Cervical cancer vaccination will be available for girls already in first year and for those entering secondary school, writes MUIRIS HOUSTON
THE HPV vaccination programme against cervical cancer is now expected to start in September, targeting both first and second year girls in its initial stages, the Health Service Executive’s leading vaccination expert has indicated.
In a memo sent to Prof Brendan Drumm and other senior HSE managers and seen by The Irish Times, Dr Kevin Kelleher, assistant national director of population health, has recommended the option of vaccinating girls who are now in first year at secondary school as well as those who will be in first year by September.
Dr Kelleher said this option offers some economies of scale and will allow more time to complete discussions with key stakeholders such as school principals and management boards.
Last month, the Minister for Health, Mary Harney, reversed an earlier Government decision not to fund cervical cancer vaccination and announced that a national HPV vaccination programme would commence in 2010. This programme, which Ms Harney said would start before the summer, was to target 30,000 12-year-old girls at a cost of €3 million.
However, Dr Kelleher warned of a number of “key challenges” if the proposed timescale is to be met.
Among these is the absence of school vaccination programmes in parts of HSE Dublin North East and HSE West and the focus of existing programmes on primary rather than secondary schools.
“There is a requirement for a suitable location for [HPV] vaccination in each [secondary] school. This is currently a challenge in many schools around the country,” Dr Kelleher writes in the memo.
He points out to senior managers that the current school vaccination returns are completed “on paper” but that an ICT system will be needed for the HPV programme.
“The ICT system must link vaccination history with future screening by the cervical cancer screening programme,” he advised.

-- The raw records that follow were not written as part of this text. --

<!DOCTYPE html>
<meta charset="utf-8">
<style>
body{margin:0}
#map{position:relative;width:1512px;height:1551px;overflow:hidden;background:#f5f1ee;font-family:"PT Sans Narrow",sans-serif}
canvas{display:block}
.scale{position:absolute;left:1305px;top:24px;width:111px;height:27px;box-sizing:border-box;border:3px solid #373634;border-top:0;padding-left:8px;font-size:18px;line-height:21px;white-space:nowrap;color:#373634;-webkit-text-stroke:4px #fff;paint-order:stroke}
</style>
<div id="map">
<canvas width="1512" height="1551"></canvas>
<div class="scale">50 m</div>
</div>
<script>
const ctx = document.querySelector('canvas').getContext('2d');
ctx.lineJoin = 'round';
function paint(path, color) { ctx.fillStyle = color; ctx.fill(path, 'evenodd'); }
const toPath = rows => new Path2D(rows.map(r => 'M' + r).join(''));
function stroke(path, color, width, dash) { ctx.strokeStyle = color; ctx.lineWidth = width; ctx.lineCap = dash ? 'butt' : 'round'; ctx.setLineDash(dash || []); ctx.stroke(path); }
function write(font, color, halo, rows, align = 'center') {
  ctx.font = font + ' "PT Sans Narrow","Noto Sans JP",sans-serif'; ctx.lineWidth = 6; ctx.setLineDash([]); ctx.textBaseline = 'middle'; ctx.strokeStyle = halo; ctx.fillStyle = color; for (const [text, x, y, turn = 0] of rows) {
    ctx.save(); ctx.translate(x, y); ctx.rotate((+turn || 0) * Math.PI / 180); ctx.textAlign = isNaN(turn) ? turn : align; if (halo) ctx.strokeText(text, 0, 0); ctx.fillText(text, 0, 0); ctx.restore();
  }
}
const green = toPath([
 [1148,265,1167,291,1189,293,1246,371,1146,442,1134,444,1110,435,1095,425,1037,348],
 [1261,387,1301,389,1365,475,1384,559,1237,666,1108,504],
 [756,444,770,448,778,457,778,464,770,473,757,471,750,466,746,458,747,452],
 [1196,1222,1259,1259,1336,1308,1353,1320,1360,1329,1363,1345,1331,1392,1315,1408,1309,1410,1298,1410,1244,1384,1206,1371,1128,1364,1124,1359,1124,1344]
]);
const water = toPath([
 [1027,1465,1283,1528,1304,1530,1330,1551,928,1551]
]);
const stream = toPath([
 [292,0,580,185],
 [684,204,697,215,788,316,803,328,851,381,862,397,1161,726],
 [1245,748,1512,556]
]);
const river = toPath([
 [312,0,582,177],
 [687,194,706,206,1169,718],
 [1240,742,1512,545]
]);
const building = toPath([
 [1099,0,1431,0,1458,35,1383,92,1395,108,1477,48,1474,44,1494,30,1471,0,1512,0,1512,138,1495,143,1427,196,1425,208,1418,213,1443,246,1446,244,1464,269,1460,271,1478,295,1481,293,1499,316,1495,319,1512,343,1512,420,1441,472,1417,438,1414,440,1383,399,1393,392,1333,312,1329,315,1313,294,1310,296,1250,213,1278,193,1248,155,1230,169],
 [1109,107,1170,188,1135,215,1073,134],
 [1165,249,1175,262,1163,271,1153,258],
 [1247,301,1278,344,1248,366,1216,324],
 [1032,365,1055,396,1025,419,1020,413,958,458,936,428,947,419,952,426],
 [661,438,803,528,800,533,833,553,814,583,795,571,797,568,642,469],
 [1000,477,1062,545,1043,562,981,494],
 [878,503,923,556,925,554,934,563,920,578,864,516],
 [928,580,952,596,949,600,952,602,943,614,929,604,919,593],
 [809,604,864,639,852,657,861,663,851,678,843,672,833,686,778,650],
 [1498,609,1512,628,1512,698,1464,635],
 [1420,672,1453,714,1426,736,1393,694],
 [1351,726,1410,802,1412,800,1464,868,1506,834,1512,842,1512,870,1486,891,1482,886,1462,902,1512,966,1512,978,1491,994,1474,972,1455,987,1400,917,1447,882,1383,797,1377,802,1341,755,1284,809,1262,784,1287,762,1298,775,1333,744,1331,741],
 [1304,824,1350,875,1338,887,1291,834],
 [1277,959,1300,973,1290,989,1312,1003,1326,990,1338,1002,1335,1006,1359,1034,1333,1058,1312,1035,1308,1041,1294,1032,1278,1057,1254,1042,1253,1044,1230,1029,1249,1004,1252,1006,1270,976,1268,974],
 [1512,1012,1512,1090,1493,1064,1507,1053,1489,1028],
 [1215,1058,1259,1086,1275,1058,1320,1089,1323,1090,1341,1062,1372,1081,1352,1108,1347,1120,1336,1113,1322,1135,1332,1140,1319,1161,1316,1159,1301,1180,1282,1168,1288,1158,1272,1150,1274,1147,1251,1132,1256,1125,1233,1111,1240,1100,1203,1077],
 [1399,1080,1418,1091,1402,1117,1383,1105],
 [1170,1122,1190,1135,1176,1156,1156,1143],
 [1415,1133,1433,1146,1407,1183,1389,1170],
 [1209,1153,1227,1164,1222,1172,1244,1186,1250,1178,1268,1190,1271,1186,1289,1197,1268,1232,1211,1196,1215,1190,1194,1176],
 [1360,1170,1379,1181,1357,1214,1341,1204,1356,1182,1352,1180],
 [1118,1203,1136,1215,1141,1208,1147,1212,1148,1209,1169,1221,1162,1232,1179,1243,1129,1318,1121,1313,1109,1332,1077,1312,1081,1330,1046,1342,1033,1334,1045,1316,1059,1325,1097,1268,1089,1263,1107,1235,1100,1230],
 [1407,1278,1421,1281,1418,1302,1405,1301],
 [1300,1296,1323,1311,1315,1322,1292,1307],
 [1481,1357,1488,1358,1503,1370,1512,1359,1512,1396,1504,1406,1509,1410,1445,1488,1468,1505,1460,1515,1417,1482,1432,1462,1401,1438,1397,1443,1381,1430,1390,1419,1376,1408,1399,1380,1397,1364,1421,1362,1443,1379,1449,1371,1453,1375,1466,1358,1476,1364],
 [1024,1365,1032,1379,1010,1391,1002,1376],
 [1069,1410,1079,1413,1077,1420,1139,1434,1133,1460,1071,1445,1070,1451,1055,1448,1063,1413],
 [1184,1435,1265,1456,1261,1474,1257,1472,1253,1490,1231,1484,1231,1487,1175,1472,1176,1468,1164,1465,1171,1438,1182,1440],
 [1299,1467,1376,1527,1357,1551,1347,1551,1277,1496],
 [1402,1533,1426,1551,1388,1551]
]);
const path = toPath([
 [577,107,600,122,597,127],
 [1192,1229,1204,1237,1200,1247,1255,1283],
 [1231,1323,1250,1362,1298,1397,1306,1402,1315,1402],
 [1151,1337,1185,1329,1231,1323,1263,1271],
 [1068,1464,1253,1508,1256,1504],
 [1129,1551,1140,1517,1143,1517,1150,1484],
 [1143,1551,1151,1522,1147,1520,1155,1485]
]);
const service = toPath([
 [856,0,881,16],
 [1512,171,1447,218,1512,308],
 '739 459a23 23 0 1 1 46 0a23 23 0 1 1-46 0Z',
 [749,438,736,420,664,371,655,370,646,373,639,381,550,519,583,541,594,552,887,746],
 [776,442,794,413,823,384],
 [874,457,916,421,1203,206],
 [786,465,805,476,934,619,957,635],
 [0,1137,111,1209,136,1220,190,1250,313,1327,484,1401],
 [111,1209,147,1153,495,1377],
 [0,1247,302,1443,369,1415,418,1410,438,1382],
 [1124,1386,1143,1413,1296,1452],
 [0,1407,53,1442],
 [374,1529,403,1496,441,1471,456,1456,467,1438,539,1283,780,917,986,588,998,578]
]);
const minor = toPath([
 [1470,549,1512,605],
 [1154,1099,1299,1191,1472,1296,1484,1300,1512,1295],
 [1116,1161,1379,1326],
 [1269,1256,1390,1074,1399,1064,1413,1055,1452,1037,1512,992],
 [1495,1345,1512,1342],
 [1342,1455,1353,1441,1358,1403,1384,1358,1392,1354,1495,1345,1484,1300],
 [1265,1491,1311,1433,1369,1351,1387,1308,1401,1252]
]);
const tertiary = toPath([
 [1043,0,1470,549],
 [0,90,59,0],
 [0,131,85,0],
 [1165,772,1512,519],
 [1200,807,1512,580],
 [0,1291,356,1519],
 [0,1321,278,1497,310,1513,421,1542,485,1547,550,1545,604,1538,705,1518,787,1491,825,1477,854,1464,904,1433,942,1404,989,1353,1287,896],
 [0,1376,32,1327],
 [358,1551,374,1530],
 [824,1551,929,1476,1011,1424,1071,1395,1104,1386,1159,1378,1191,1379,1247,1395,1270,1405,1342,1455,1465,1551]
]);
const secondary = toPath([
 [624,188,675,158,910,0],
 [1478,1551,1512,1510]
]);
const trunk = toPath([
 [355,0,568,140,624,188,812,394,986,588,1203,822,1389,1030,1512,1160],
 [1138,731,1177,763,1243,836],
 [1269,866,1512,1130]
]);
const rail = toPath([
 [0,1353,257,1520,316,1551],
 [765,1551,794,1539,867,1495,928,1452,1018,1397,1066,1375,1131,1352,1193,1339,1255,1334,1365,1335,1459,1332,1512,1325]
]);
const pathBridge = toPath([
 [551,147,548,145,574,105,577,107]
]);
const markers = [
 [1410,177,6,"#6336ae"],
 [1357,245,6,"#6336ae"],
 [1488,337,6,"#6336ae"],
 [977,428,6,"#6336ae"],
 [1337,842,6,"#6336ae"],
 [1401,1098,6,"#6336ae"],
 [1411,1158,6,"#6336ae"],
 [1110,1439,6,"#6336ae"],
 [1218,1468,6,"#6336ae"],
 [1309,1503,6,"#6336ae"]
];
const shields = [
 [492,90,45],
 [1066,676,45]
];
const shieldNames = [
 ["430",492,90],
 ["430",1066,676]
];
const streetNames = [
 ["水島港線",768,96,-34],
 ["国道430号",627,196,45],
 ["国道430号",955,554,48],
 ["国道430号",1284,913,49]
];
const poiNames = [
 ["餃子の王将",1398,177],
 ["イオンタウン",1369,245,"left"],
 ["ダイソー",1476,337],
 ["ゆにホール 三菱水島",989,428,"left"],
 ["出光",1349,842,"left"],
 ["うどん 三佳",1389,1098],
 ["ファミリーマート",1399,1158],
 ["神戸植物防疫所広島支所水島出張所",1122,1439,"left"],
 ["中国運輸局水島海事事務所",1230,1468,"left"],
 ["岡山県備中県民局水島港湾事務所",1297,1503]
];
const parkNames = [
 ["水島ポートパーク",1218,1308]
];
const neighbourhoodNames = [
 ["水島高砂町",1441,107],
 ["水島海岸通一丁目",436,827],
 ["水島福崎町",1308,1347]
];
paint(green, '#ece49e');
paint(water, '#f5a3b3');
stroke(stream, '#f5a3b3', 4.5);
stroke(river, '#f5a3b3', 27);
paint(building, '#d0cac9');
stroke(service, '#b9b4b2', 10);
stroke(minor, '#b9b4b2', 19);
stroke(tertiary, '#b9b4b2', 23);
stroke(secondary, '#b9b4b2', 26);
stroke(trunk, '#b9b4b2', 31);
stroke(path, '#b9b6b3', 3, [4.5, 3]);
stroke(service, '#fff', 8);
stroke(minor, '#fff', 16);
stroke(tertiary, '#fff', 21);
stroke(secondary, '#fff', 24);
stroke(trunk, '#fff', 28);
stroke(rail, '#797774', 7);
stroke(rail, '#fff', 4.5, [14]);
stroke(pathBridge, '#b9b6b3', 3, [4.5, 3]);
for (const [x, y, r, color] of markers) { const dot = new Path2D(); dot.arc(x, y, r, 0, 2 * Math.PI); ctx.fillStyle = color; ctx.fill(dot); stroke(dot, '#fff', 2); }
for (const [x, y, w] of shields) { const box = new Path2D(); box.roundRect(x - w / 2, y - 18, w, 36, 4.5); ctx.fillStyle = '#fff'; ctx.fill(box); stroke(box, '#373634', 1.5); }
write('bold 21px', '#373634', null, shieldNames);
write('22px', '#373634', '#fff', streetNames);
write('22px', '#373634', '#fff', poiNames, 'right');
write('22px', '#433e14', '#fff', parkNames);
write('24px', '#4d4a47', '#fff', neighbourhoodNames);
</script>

There is an acknowledgement that the manpower requirements of the current swine flu immunisation programme have created a backlog of routine school vaccination and screening programmes. Because of the current measles outbreak in different parts of the country, there is an urgent need to administer MMR vaccine to four- to five-year-old children in primary schools, the memo states.
Although the operation of mass vaccination swine flu clinics are expected to be scaled down in coming months, the need to start a HPV vaccination programme against cervical cancer for 12 and 13-year-old girls means that staff are likely to be redirected to this programme, leading to fears of continuing neglect of statutory child health surveillance programmes.
The HPV vaccine is given in three separate doses over a six-month period. This equates to a requirement for 180,000 HPV vaccines to be administered nationally.